#### Work order:
Retype the data exactly, from its first line to the line containing "position:absolute; left:1101px; top:18px;", including both, and skip any picture.

Collected data entries:
◇ ◇ ◇ ◇ ◇

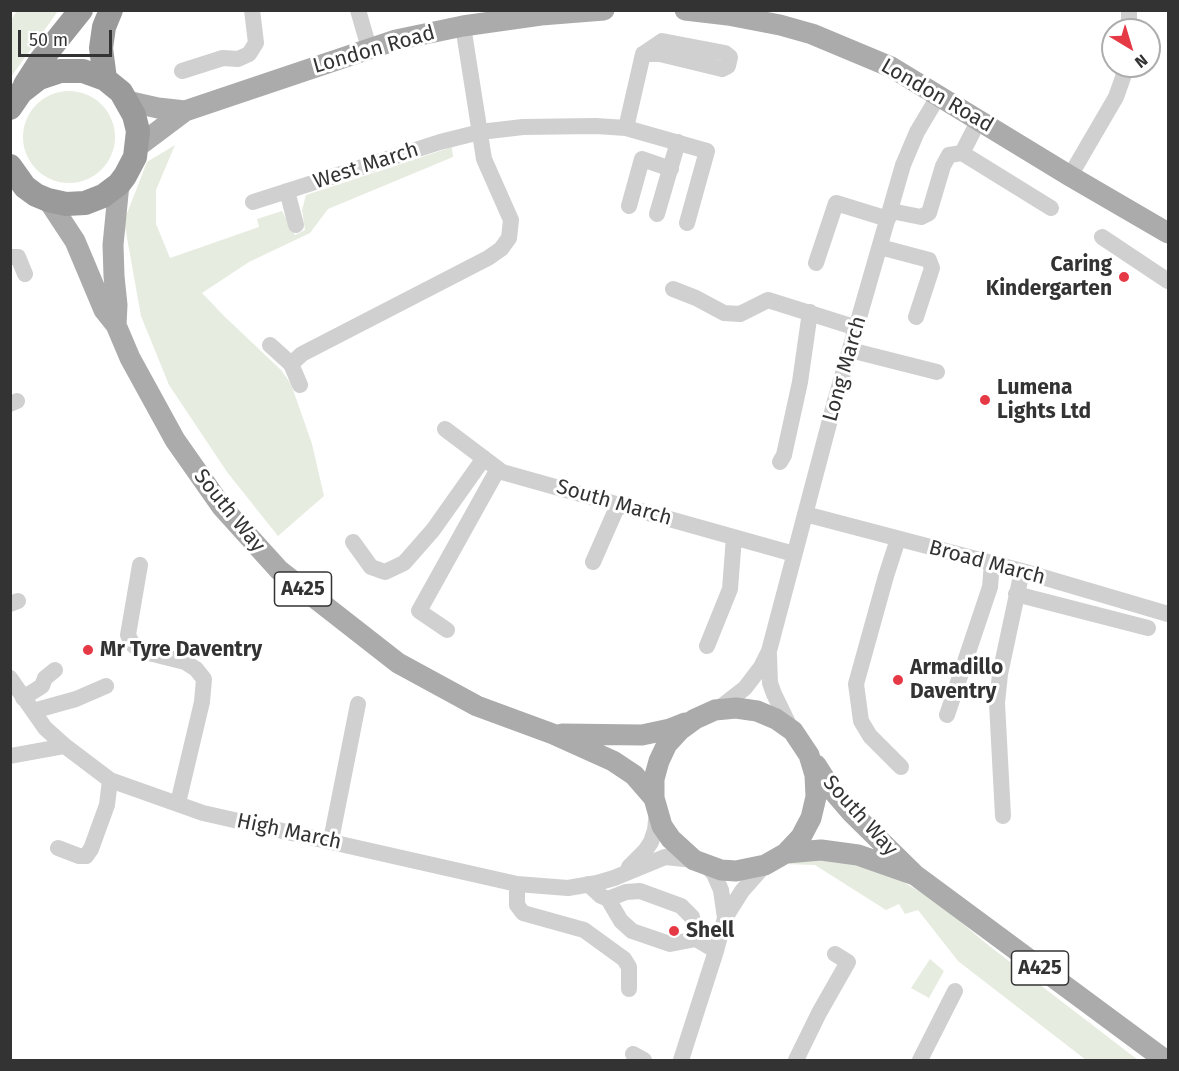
<!DOCTYPE html>
<html>
<head>
<meta charset="utf-8">
<style>
	body { margin:0 }
	#map { position:relative; width:1179px; height:1071px; overflow:hidden; background:#fff; font-family:"Fira Sans",sans-serif }
	canvas { display:block }
	.frame { position:absolute; inset:0; border:12px solid #333; pointer-events:none }
	.north { position:absolute; left:1101px; top:18px; width:60px; height:60px; box-sizing:border-box; background:#fff; border:2px solid #adadad; border-radius:50%; rotate:142deg; font-size:16px; font-weight:700; line-height:24px; text-align:center; color:#333 }
	.north::after { content:''; display:block; margin:auto; width:21px; height:27px; background:#e63946; clip-path:polygon(50% 0,100% 100%,50% 72%,0 100%) }
	.scale { position:absolute; left:18px; top:30px; width:94px; height:27px; box-sizing:border-box; border:3px solid #333; border-top:0; padding-left:8px; font-size:18px; line-height:21px; white-space:nowrap; color:#333; -webkit-text-stroke:4px #fff; paint-order:stroke }
</style>
</head>
<body>
<div id="map">
<canvas width="1179" height="1071"></canvas>
<div class="frame"></div>
<div class="north">N</div>
<div class="scale">50 m</div>
</div>
<script>
const c = document.querySelector('canvas').getContext('2d');
c.lineJoin = 'round';
function fillPath(path, color) {
  c.fillStyle = color;
  c.fill(path, 'evenodd');
}
function poly(rows) {
  const path = new Path2D();
  for (const r of rows) {
    if (r.length === 3) {
      path.moveTo(r[0] + r[2], r[1]);
      path.arc(r[0], r[1], r[2], 0, 2 * Math.PI);
      continue;
    }
    path.moveTo(r[0], r[1]);
    for (let i = 2; i < r.length; i += 2) path.lineTo(r[i], r[i + 1]);
  }
  return path;
}
function stroke(path, color, width, dash) {
  c.strokeStyle = color;
  c.lineWidth = width;
  c.lineCap = dash ? 'butt' : 'round';
  c.setLineDash(dash || []);
  c.stroke(path);
}
function write(font, color, halo, rows, align = 'center') {
  c.font = font + ' "Fira Sans",sans-serif';
  c.lineWidth = 6;
  c.setLineDash([]);
  c.textBaseline = 'middle';
  c.strokeStyle = halo;
  c.fillStyle = color;
  for (const [text, x, y, turn = 0] of rows) {
    c.save();
    c.translate(x, y);
    c.rotate((+turn || 0) * Math.PI / 180);
    c.textAlign = isNaN(turn) ? turn : align;
    if (halo) c.strokeText(text, 0, 0);
    c.fillText(text, 0, 0);
    c.restore();
  }
}
fillPath(poly([
	[17,11,58,11,11,77,11,20],
	[69,137,46],
	[175,145,156,190,156,224,170,258,259,227,257,219,282,211,295,235,305,230,302,210,306,195,452,147,453,157,328,209,310,233,249,262,202,293,224,316,281,370,291,384,312,444,324,496,278,536,227,472,169,385,141,316,124,221,147,162],
	[818,854,879,868,936,901,988,945,1138,1060,1086,1060,958,961,918,910,905,914,899,904,886,910,815,865,785,864],
	[930,959,944,971,929,998,911,988]
]), '#e6ecdf');
stroke(poly([
	[358,10,369,48],
	[1129,30,1129,10],
	[182,71,223,58,238,59,249,54,256,43,252,10],
	[979,120,962,153,1051,208],
	[626,128,643,54,660,54,722,69,728,66,730,57,725,53,662,41,643,54],
	[1070,176,1116,97,1127,66],
	[287,191,296,225],
	[253,202,440,142,480,132,523,127,596,126,626,128,707,151,687,223],
	[629,206,642,159,671,169],
	[891,211,921,217,929,213,943,166,949,155,962,153],
	[657,214,678,142],
	[1102,237,1168,281],
	[880,247,929,260,932,268,916,317],
	[10,257,18,257,25,274],
	[816,263,836,203,888,219],
	[673,289,696,298,724,313,740,314,768,300,857,328],
	[270,345,291,364,300,385],
	[850,350,937,372],
	[291,364,302,354,488,258,501,249,509,238,511,220,484,159,463,26],
	[10,404,17,401],
	[445,429,502,472,794,554],
	[780,462,784,455,800,382,810,312],
	[805,514,1022,571,1168,614],
	[898,539,886,576,856,684,861,721,870,736,901,767],
	[353,542,371,567,385,572,404,563,433,530,484,458],
	[593,562,618,505],
	[140,565,128,635,133,645,141,651,185,662,196,669,204,679,202,702,178,803],
	[1016,594,1148,628],
	[10,604,18,601],
	[447,630,419,611,498,469],
	[707,646,730,589,734,537],
	[769,655,770,683,774,694,791,729],
	[10,678,45,728,65,746,110,780,203,813,517,884,568,888,597,883,614,878,665,857,694,860],
	[23,698,42,686,45,678,55,670],
	[718,709,745,688,761,667,769,651,835,401,903,165,917,132,939,95],
	[33,711,76,699,106,686],
	[947,715,990,587,992,563],
	[10,756,65,746],
	[1003,816,997,703,1000,674,1022,571],
	[331,840,358,704],
	[58,848,79,856,86,856,91,849,107,805,110,780],
	[707,866,714,874,721,890,725,918],
	[629,867,645,851,651,842,655,830,657,812],
	[517,884,517,905,523,913,584,930,624,959,629,967,629,989],
	[588,884,601,896,608,899,626,892,640,891,681,906,692,917,696,939,716,951],
	[608,899,621,921,632,931,670,944,696,939],
	[633,1054,644,1060],
	[681,1060,716,951,725,918,742,891,765,865],
	[796,1060,819,1013,848,962,835,954],
	[920,1060,955,991]
]), '#d0d0d0', 16);
stroke(poly([
	[685,10,728,15,780,25,812,34,891,67,1070,176,1168,233],
	[127,101,158,108,185,111],
	[137,147,185,111,396,40,463,26,541,15,604,10],
	[48,200,75,241,104,310,116,325,130,358,175,440,222,507,279,570,398,663,477,706,553,734,613,761,634,775,654,798],
	[116,325,117,305,114,276,113,245,119,184],
	[562,734,642,735,670,729,685,723],
	[816,765,832,790,851,812,915,875,1165,1060],
	[786,853,801,837,811,818,816,797,815,775,809,755,793,731,776,719,757,711,736,708,715,710,695,719,680,730,667,744,659,761,654,779,654,798,662,826,671,839,694,860,721,870,736,871,765,865,786,853,821,850,858,855,915,875]
]), '#ababab', 21);
stroke(poly([
	[105,79,101,48,104,27,111,10],
	[25,85,41,60,81,10],
	[10,108,21,92,39,78,60,71,83,71,105,79,121,92,134,115,138,131,135,157,125,176,119,184,103,196,85,203,66,204,48,200,36,195,25,187,10,166]
]), '#9a9a9a', 24);
for (const [x, y, r, color] of [
	[1124,277,6,"#e63946"],
	[985,400,6,"#e63946"],
	[88,650,6,"#e63946"],
	[898,680,6,"#e63946"],
	[674,931,6,"#e63946"]
]) {
  const dot = new Path2D();
  dot.arc(x, y, r, 0, 2 * Math.PI);
  c.fillStyle = color;
  c.fill(dot);
  stroke(dot, '#fff', 2);
}
for (const [x, y, w] of [
	[303,589,57],
	[1040,968,57]
]) {
  const box = new Path2D();
  box.roundRect(x - w / 2, y - 17, w, 34, 4.5);
  c.fillStyle = '#fff';
  c.fill(box);
  stroke(box, '#333', 1.5);
}
write('bold 20px', '#333', null, [
	["A425",303,589],
	["A425",1040,968]
]);
write('21px', '#333', '#fff', [
	["London Road",374,50,-16],
	["London Road",937,96,30],
	["West March",366,166,-18],
	["Long March",845,369,-74],
	["South March",614,503,16],
	["South Way",229,511,51],
	["Broad March",987,563,15],
	["South Way",860,816,48],
	["High March",289,832,12]
]);
write('bold 21px', '#333', '#fff', [
	["Caring",1112,265,"right"],
	["Kindergarten",1112,289,"right"],
	["Lumena",997,388],
	["Lights Ltd",997,412],
	["Mr Tyre Daventry",100,650],
	["Armadillo",910,668],
	["Daventry",910,692],
	["Shell",686,931]
], 'left');
</script>
</body>
</html>
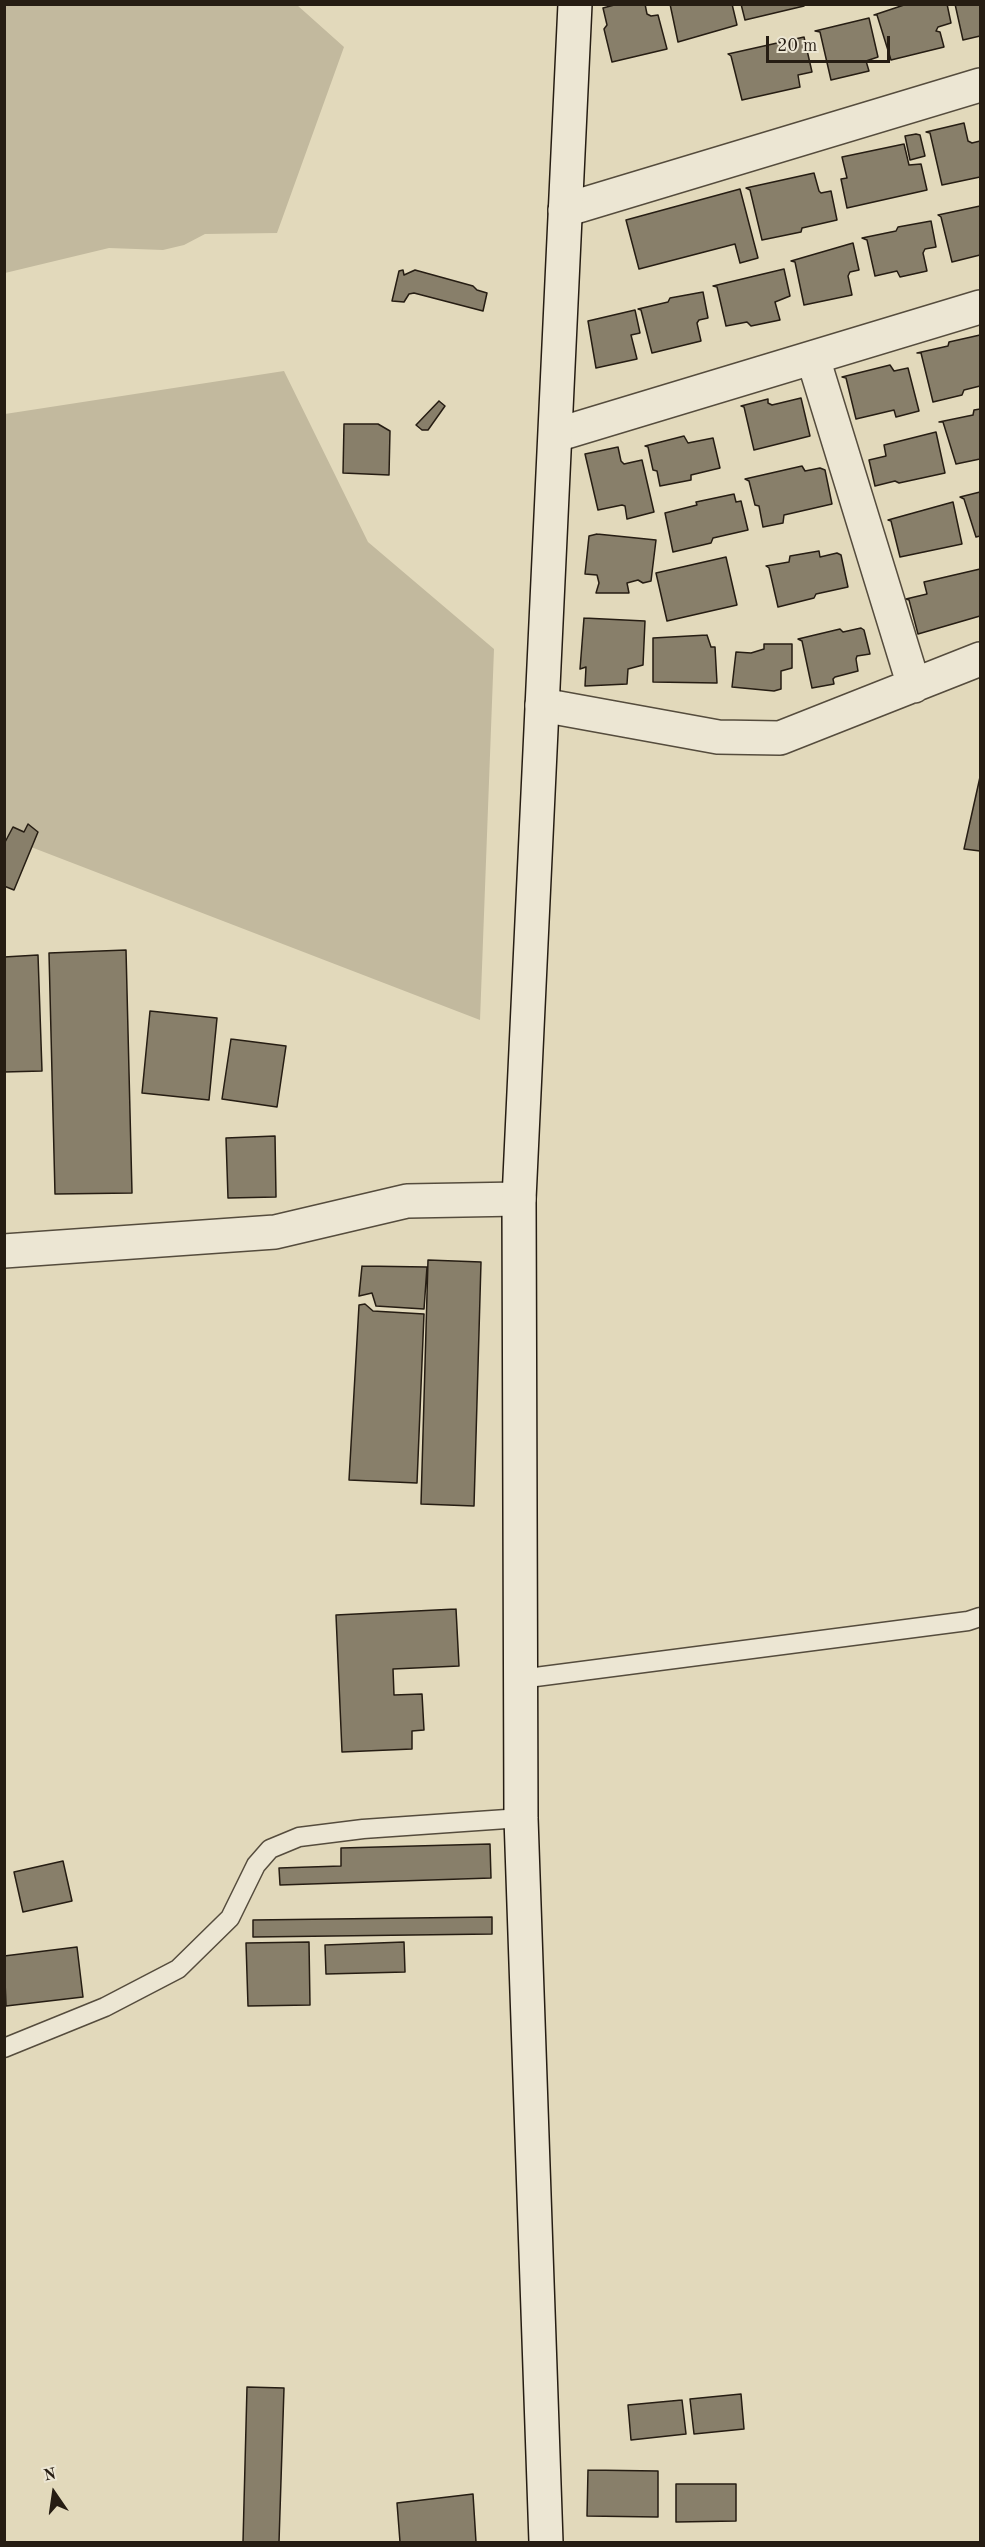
<!DOCTYPE html>
<style>
body{margin:0}
#map{position:relative;width:985px;height:2547px;overflow:hidden;background:#e2d9bb;font-family:"Old Standard TT",serif}
canvas{display:block}
.frame{position:absolute;inset:0;border:6px solid #261d13;pointer-events:none}
.north{position:absolute;left:24px;top:2463px;width:60px;height:60px;-webkit-text-stroke:4px #ece6d3;paint-order:stroke;rotate:347deg;font-size:16px;font-weight:700;line-height:24px;text-align:center;color:#261d13}
.north::after{content:'';display:block;margin:auto;width:21px;height:27px;background:#261d13;clip-path:polygon(50% 0,100% 100%,50% 72%,0 100%)}
.scale{position:absolute;left:766px;top:36px;width:124px;height:27px;box-sizing:border-box;border:3px solid #261d13;border-top:0;padding-left:8px;font-size:18px;line-height:21px;white-space:nowrap;color:#261d13;-webkit-text-stroke:4px #ece6d3;paint-order:stroke}
</style>
<div id="map">
<canvas width="985" height="2547"></canvas>
<div class="frame"></div>
<div class="north">N</div>
<div class="scale">20 m</div>
</div>
<script>
const ctx = document.querySelector('canvas').getContext('2d');
ctx.lineJoin = 'round';
function fillPath(path, color) { ctx.fillStyle = color; ctx.fill(path, 'evenodd'); }
const shape = rows => new Path2D(rows.map(r => 'M' + r).join(''));
function trace(path, color, width, dash) { ctx.strokeStyle = color; ctx.lineWidth = width; ctx.lineCap = dash ? 'butt' : 'round'; ctx.setLineDash(dash || []); ctx.stroke(path); }
fillPath(shape([
 [4,5,297,5,344,47,277,233,205,234,184,245,163,250,109,248,5,273],
 [284,371,368,542,494,649,480,1020,5,837,5,414]
]), '#c2b99e');
const building = shape([
 [618,4,645,4,647,14,651,16,658,15,667,49,612,62,604,29,607,25,603,8,618,4],
 [670,4,732,4,737,25,678,42,670,4],
 [741,4,803,4,804,6,745,20,741,4],
 [907,4,947,4,951,23,938,27,936,31,940,32,944,47,891,60,877,15,874,15,907,4],
 [955,4,980,4,980,36,963,40,955,4],
 [869,18,878,57,866,61,869,71,831,80,820,32,815,31,869,18],
 [804,37,812,72,798,75,800,87,742,100,731,56,728,54,804,37],
 [964,123,968,141,972,143,980,141,980,177,942,185,930,133,926,132,964,123],
 [916,134,920,135,925,156,910,160,905,136,916,134],
 [904,144,909,165,921,164,927,190,847,208,841,179,847,178,842,157,904,144],
 [814,173,819,191,821,193,831,191,837,220,802,228,801,232,762,240,750,190,746,188,814,173],
 [740,189,758,258,740,263,735,244,639,269,626,220,740,189],
 [980,206,980,255,952,262,941,217,938,215,980,206],
 [931,221,936,247,925,249,923,253,927,271,900,277,897,271,875,276,867,240,862,238,896,231,898,227,931,221],
 [853,243,859,270,850,272,848,276,852,295,804,305,795,262,791,261,853,243],
 [784,269,790,296,775,302,780,320,751,326,747,322,726,326,717,287,713,286,784,269],
 [403,270,404,275,415,270,473,286,477,290,487,293,483,311,414,293,409,294,404,302,392,301,399,271,403,270],
 [703,292,708,318,699,320,697,323,701,341,652,353,641,310,638,309,668,302,670,298,703,292],
 [635,310,640,333,631,335,637,359,596,368,588,321,635,310],
 [980,335,980,386,964,390,962,395,933,402,921,353,917,353,948,346,949,342,980,335],
 [890,365,894,371,908,368,919,411,896,417,894,410,856,419,846,378,842,377,890,365],
 [801,398,810,436,754,450,744,407,741,406,768,399,768,403,772,405,801,398],
 [439,401,445,406,428,430,422,430,416,425,439,401],
 [980,409,980,459,956,464,943,422,939,422,973,415,974,410,980,409],
 [344,424,378,424,390,431,389,475,343,473,344,424],
 [936,432,945,473,899,483,895,481,875,486,869,460,886,456,884,445,936,432],
 [684,436,688,443,713,438,720,468,691,475,691,480,660,486,657,471,653,470,648,447,645,446,684,436],
 [618,447,621,461,624,464,642,460,654,512,627,519,625,506,622,505,598,510,585,454,618,447],
 [802,466,805,471,820,468,825,470,832,504,784,515,783,523,763,527,759,506,755,505,749,481,745,479,802,466],
 [980,492,980,536,976,537,964,499,960,497,980,492],
 [734,494,736,502,741,501,748,530,713,538,711,543,673,552,665,513,697,505,696,502,734,494],
 [953,502,962,544,900,557,891,521,888,520,953,502],
 [597,534,656,540,651,581,643,583,638,580,627,583,629,593,596,593,599,583,597,575,585,574,589,536,597,534],
 [819,551,820,557,837,553,841,555,848,587,816,594,814,598,778,607,769,568,766,566,789,562,790,556,819,551],
 [726,557,737,605,667,621,656,573,726,557],
 [980,569,980,616,918,634,909,600,906,599,927,594,924,582,980,569],
 [584,618,645,621,643,665,628,669,627,684,585,686,586,667,580,669,584,618],
 [861,628,864,630,870,654,857,656,856,659,858,671,835,677,833,679,834,684,812,688,802,641,798,639,840,629,843,632,861,628],
 [707,635,711,647,715,647,717,683,653,682,653,638,707,635],
 [764,644,792,644,792,668,781,671,781,689,774,691,732,687,736,652,751,653,764,649,764,644],
 [980,777,980,851,964,849,980,777],
 [28,824,38,832,14,890,4,886,4,844,13,827,24,832,28,824],
 [126,950,132,1193,55,1194,49,953,126,950],
 [38,955,42,1071,4,1072,4,957,38,955],
 [150,1011,217,1018,209,1100,142,1093,150,1011],
 [231,1039,286,1046,277,1107,222,1099,231,1039],
 [275,1136,276,1197,228,1198,226,1138,275,1136],
 [428,1260,481,1262,474,1506,421,1504,428,1260],
 [362,1266,427,1267,424,1309,376,1306,372,1293,359,1296,362,1266],
 [365,1304,373,1311,424,1314,417,1483,349,1480,359,1305,365,1304],
 [456,1609,459,1666,393,1669,394,1695,422,1694,424,1730,412,1731,412,1749,342,1752,336,1615,456,1609],
 [490,1844,491,1878,280,1885,279,1868,341,1866,341,1848,490,1844],
 [63,1861,72,1901,23,1912,14,1872,63,1861],
 [492,1917,492,1934,253,1937,253,1920,492,1917],
 [309,1942,310,2005,248,2006,246,1943,309,1942],
 [404,1942,405,1972,326,1974,325,1945,404,1942],
 [77,1947,83,1997,6,2006,4,1956,77,1947],
 [247,2387,284,2388,279,2542,243,2542,247,2387],
 [741,2394,744,2429,694,2434,690,2399,741,2394],
 [682,2400,686,2434,631,2440,628,2405,682,2400],
 [588,2470,658,2471,658,2517,587,2516,588,2470],
 [676,2484,736,2484,736,2521,676,2522,676,2484],
 [473,2494,476,2542,400,2542,397,2503,473,2494]
]);
fillPath(building, '#887f6a');
trace(building, '#261d13', 1.5);
const lane = shape([
 [520,1679,968,1621,980,1617],
 [4,2048,105,2007,178,1969,230,1918,256,1865,270,1849,299,1837,363,1829,521,1818]
]);
const street = shape([
 [565,210,980,85],
 [813,358,914,686],
 [556,435,980,307],
 [542,705,718,737,780,738,980,659],
 [4,1251,275,1232,407,1201,519,1199]
]);
const secondary = shape([
 [546,2542,521,1818,519,1199,575,4]
]);
trace(lane, '#554c3d', 21);
trace(street, '#554c3d', 36);
trace(secondary, '#261d13', 36);
trace(lane, '#ece6d3', 18);
trace(street, '#ece6d3', 33);
trace(secondary, '#ece6d3', 33);
</script>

◇ ◇ ◇ ◇ ◇

#### Response box:
<!DOCTYPE html>
<html>
<head>
<meta charset="utf-8">
<style>
	body { margin:0 }
	#map { position:relative; width:1179px; height:1071px; overflow:hidden; background:#fff; font-family:"Fira Sans",sans-serif }
	canvas { display:block }
	.frame { position:absolute; inset:0; border:12px solid #333; pointer-events:none }
	.north { position:absolute; left:1101px; top:18px; width:60px; height:60px; box-sizing:border-box; background:#fff; border:2px solid #adadad; border-radius:50%; rotate:142deg; font-size:16px; font-weight:700; line-height:24px; text-align:center; color:#333 }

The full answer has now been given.